Inhibition of growth and stimulation of apoptosis by beta-sitosterol treatment of MDA-MB-231 human breast cancer cells in culture.
- A B Awad
- A C Downie
- C S Fink
Published online on: May 1, 2000
Epidemiological and experimental studies have suggested a protective role of phytosterols (PS) in the development of some types of cancer such as colon and prostate cancer. No work has been reported on the role of PS in the development of breast cancer, the second leading cancer in woman. The present study was designed to examine the effect of the two most common dietary PS, beta-sitosterol (SIT) and campesterol, as compared to cholesterol, the main sterol in the Western diet, on growth, apoptosis and cytotoxicity of MDA-MB-231 human breast cancer cells in culture. In addition, we investigated the possible role of protein phosphatase 2A (PP2A), an enzyme that has been shown to regulate growth and apoptosis in tumor parameters studied. Breast cancer cell growth was found to be inhibited by 66% after 3 days and 80% after 5 days with 16 microM SIT. Both campesterol and cholesterol sustained tumor growth at levels comparable to that of the vehicle control. None of the sterols tested at this level (16 microM) induced cytotoxicity as measured by lactic dehydrogenase release.

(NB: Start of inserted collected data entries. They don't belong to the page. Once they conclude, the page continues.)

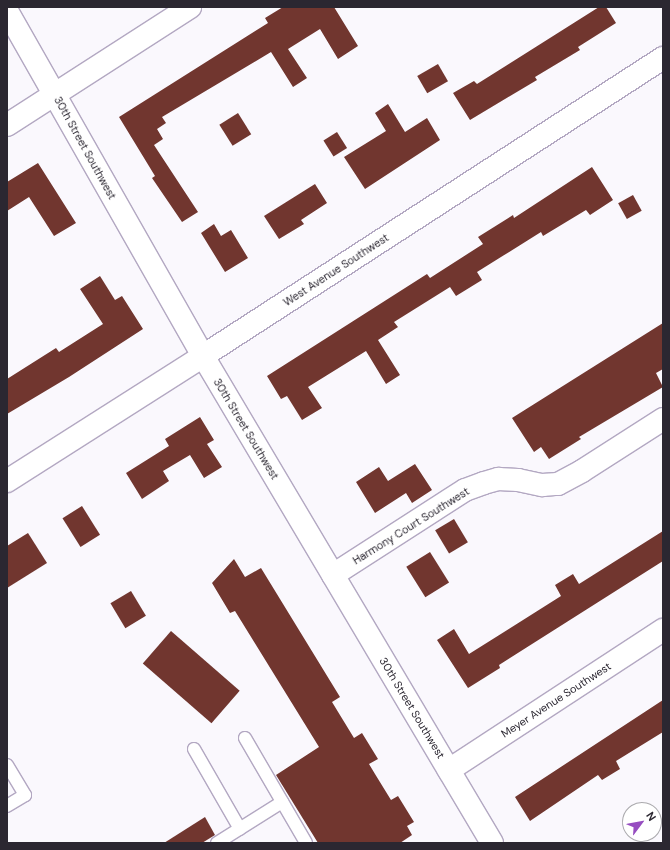 <!DOCTYPE html>
<html>
<head>
<meta charset="utf-8">
<style>
	body { margin:0 }
	#map { position:relative; width:670px; height:850px; overflow:hidden; background:#faf8fd; font-family:"DM Sans",sans-serif }
	div>[style] { position:absolute }
	[style*='--x'] { left:calc(var(--x)*1px); top:calc(var(--y)*1px); width:calc(var(--w)*1px); rotate:calc(var(--a)*1deg) }
	.building>* { inset:0; background:#71362f; transform-origin:0 0 }
	.roads { filter:drop-shadow(1px 0 #b3a8c2) drop-shadow(-1px 0 #b3a8c2) drop-shadow(0 1px #b3a8c2) drop-shadow(0 -1px #b3a8c2) }
	.lane>* { height:12px; margin:-6px; padding:0 6px; transform-origin:6px; border-radius:6px; background:#fff }
	.street>* { height:22px; margin:-11px; padding:0 11px; transform-origin:11px; border-radius:11px; background:#fff }
	span { translate:-50% -50%; white-space:nowrap; text-align:center; line-height:1.15; -webkit-text-stroke:4px #fff; paint-order:stroke }
	.street-label { font-size:11px; color:#2b2731 }
	.frame { position:absolute; inset:0; border:8px solid #2b2731; pointer-events:none }
	.north { position:absolute; left:622px; top:802px; width:40px; height:40px; box-sizing:border-box; background:#fff; border:1px solid #aaa9ad; border-radius:50%; rotate:58deg; font-size:11px; font-weight:700; line-height:16px; text-align:center; color:#2b2731 }
	.north::after { content:''; display:block; margin:auto; width:14px; height:18px; background:#964dc0; clip-path:polygon(50% 0,100% 100%,50% 72%,0 100%) }
</style>
</head>
<body>
<div id="map">
	<div class="building">
		<i style="clip-path:polygon(283px 7px,334px 7px,358px 46px,338px 59px,320px 29px,288px 49px,307px 78px,293px 87px,271px 52px,162px 117px,166px 123px,157px 129px,163px 139px,154px 145px,198px 212px,182px 222px,152px 178px,155px 176px,119px 117px,268px 23px,265px 18px)"></i>
		<i style="clip-path:polygon(599px 7px,606px 7px,616px 23px,578px 47px,580px 50px,535px 77px,537px 80px,470px 120px,453px 93px,474px 81px,477px 84px)"></i>
		<i style="left:438px;top:64px;width:20px;height:24px;rotate:60deg"></i>
		<i style="clip-path:polygon(388px 104px,405px 132px,427px 118px,440px 140px,365px 189px,344px 157px,386px 131px,375px 113px)"></i>
		<i style="left:238px;top:113px;width:25px;height:22px;rotate:58deg"></i>
		<i style="left:337px;top:132px;width:19px;height:16px;rotate:58deg"></i>
		<i style="clip-path:polygon(38px 163px,76px 223px,54px 236px,29px 197px,7px 211px,7px 182px)"></i>
		<i style="clip-path:polygon(592px 167px,613px 200px,590px 215px,586px 210px,543px 236px,541px 232px,477px 272px,482px 280px,456px 296px,450px 287px,394px 322px,398px 327px,378px 340px,400px 375px,386px 384px,366px 351px,308px 387px,322px 408px,302px 420px,287px 396px,281px 399px,267px 376px,427px 274px,430px 278px,483px 244px,478px 237px,513px 215px,514px 218px)"></i>
		<i style="clip-path:polygon(315px 184px,327px 203px,301px 220px,304px 224px,279px 239px,264px 216px)"></i>
		<i style="left:633px;top:195px;width:18px;height:17px;rotate:61deg"></i>
		<i style="clip-path:polygon(214px 224px,221px 236px,231px 230px,248px 258px,225px 272px,201px 233px)"></i>
		<i style="clip-path:polygon(100px 276px,115px 300px,122px 296px,143px 329px,69px 377px,7px 414px,7px 379px,56px 348px,59px 352px,103px 324px,80px 289px)"></i>
		<i style="clip-path:polygon(663px 323px,663px 369px,656px 373px,663px 387px,579px 437px,581px 439px,549px 459px,541px 447px,534px 452px,512px 418px)"></i>
		<i style="clip-path:polygon(200px 417px,214px 440px,207px 444px,222px 467px,204px 478px,190px 455px,163px 471px,169px 481px,142px 499px,126px 473px,169px 446px,165px 439px)"></i>
		<i style="clip-path:polygon(415px 464px,432px 490px,412px 503px,406px 493px,375px 513px,356px 482px,379px 467px,388px 481px)"></i>
		<i style="left:82px;top:506px;width:34px;height:23px;rotate:58deg"></i>
		<i style="left:454px;top:519px;width:27px;height:22px;rotate:59deg"></i>
		<i style="clip-path:polygon(663px 531px,663px 561px,499px 665px,500px 668px,468px 688px,437px 640px,454px 629px,469px 654px,561px 596px,555px 585px,573px 574px,579px 584px)"></i>
		<i style="clip-path:polygon(28px 533px,47px 563px,7px 588px,7px 546px)"></i>
		<i style="left:430px;top:552px;width:36px;height:28px;rotate:58deg"></i>
		<i style="clip-path:polygon(234px 559px,245px 577px,261px 568px,340px 697px,332px 702px,354px 738px,362px 733px,378px 759px,369px 764px,375px 774px,391px 800px,398px 796px,414px 822px,407px 826px,412px 835px,400px 843px,318px 843px,276px 775px,319px 747px,235px 611px,230px 613px,212px 583px)"></i>
		<i style="left:131px;top:591px;width:29px;height:24px;rotate:59deg"></i>
		<i style="left:171px;top:631px;width:91px;height:43px;rotate:41deg"></i>
		<i style="clip-path:polygon(663px 700px,663px 732px,616px 761px,620px 769px,602px 780px,598px 775px,530px 821px,515px 797px)"></i>
		<i style="clip-path:polygon(205px 817px,215px 835px,202px 843px,164px 843px)"></i>
	</div>
	<div class="roads">
		<div class="lane">
			<i style="--x:245;--y:738;--w:121;--a:59.8"></i>
			<i style="--x:194;--y:749;--w:92;--a:60.1"></i>
			<i style="--x:7;--y:765;--w:35;--a:59"></i>
			<i style="--x:25;--y:795;--w:21;--a:149"></i>
			<i style="--x:217;--y:843;--w:77;--a:-32.2"></i>
		</div>
		<div class="street">
			<i style="--x:7;--y:11;--w:397;--a:60.4"></i>
			<i style="--x:203;--y:356;--w:566;--a:59.31"></i>
			<i style="--x:7;--y:125;--w:218;--a:-32.8"></i>
			<i style="--x:7;--y:481;--w:232;--a:-32.5"></i>
			<i style="--x:203;--y:356;--w:548;--a:-32.94"></i>
			<i style="--x:333;--y:575;--w:157;--a:-32.8"></i>
			<i style="--x:465;--y:490;--w:20;--a:-20"></i>
			<i style="--x:484;--y:483;--w:15;--a:-16"></i>
			<i style="--x:498;--y:479;--w:20;--a:3"></i>
			<i style="--x:518;--y:480;--w:25;--a:12"></i>
			<i style="--x:542;--y:485;--w:16;--a:-4"></i>
			<i style="--x:558;--y:484;--w:27;--a:-28"></i>
			<i style="--x:582;--y:471;--w:96;--a:-32.7"></i>
			<i style="--x:449;--y:770;--w:256;--a:-33.2"></i>
		</div>
	</div>
	<div class="street-label">
		<span style="left:85px;top:148px;rotate:61deg">30th Street Southwest</span>
		<span style="left:336px;top:270px;rotate:-33deg">West Avenue Southwest</span>
		<span style="left:246px;top:429px;rotate:59deg">30th Street Southwest</span>
		<span style="left:411px;top:526px;rotate:-32deg">Harmony Court Southwest</span>
		<span style="left:556px;top:700px;rotate:-33deg">Meyer Avenue Southwest</span>
		<span style="left:412px;top:708px;rotate:59deg">30th Street Southwest</span>
	</div>
	<div class="frame"></div>
	<div class="north">N</div>
</div>
</body>
</html>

SIT supplementation for 3 days at 16 microM resulted in a 6-fold increase in apoptosis in cells when compared to cholesterol treated cells. SIT treatment was found to have no effect on the level and content of tumor cell PP2A. It is concluded that SIT, by a still unknown mechanism, may offer protection from breast cancer by inhibiting growth and stimulating apoptosis.